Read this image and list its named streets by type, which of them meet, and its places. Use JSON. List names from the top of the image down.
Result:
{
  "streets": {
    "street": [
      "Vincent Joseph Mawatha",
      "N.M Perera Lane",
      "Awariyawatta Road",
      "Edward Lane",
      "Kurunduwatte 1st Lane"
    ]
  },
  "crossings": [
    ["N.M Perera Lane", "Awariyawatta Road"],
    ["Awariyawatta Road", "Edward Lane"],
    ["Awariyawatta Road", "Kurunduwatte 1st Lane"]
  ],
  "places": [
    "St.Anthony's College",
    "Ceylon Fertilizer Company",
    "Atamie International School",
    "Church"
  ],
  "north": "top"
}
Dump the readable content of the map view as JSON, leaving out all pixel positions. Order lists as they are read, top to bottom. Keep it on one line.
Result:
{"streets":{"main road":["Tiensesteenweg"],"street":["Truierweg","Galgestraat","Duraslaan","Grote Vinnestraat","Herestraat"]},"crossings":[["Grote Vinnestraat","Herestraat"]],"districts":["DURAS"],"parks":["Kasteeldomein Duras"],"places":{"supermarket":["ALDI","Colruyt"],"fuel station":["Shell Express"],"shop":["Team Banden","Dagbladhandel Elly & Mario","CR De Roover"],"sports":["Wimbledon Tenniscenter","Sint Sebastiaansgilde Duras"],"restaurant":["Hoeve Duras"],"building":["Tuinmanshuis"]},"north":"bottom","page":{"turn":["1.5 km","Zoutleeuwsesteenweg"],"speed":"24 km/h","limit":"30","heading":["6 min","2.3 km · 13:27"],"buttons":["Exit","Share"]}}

# # # # # # #

[ABOUT THIS EXERCISE]
Your task is to repeat each line of the material exactly.

[RESULT OF THIS TASK]
Read this image and list its named streets by type, which of them meet, and its places. Use JSON. List names from the top of the image down.
Result:
{
  "streets": {
    "street": [
      "Vincent Joseph Mawatha",
      "N.M Perera Lane",
      "Awariyawatta Road",
      "Edward Lane",
      "Kurunduwatte 1st Lane"
    ]
  },
  "crossings": [
    ["N.M Perera Lane", "Awariyawatta Road"],
    ["Awariyawatta Road", "Edward Lane"],
    ["Awariyawatta Road", "Kurunduwatte 1st Lane"]
  ],
  "places": [
    "St.Anthony's College",
    "Ceylon Fertilizer Company",
    "Atamie International School",
    "Church"
  ],
  "north": "top"
}
Dump the readable content of the map view as JSON, leaving out all pixel positions. Order lists as they are read, top to bottom. Keep it on one line.
Result:
{"streets":{"main road":["Tiensesteenweg"],"street":["Truierweg","Galgestraat","Duraslaan","Grote Vinnestraat","Herestraat"]},"crossings":[["Grote Vinnestraat","Herestraat"]],"districts":["DURAS"],"parks":["Kasteeldomein Duras"],"places":{"supermarket":["ALDI","Colruyt"],"fuel station":["Shell Express"],"shop":["Team Banden","Dagbladhandel Elly & Mario","CR De Roover"],"sports":["Wimbledon Tenniscenter","Sint Sebastiaansgilde Duras"],"restaurant":["Hoeve Duras"],"building":["Tuinmanshuis"]},"north":"bottom","page":{"turn":["1.5 km","Zoutleeuwsesteenweg"],"speed":"24 km/h","limit":"30","heading":["6 min","2.3 km · 13:27"],"buttons":["Exit","Share"]}}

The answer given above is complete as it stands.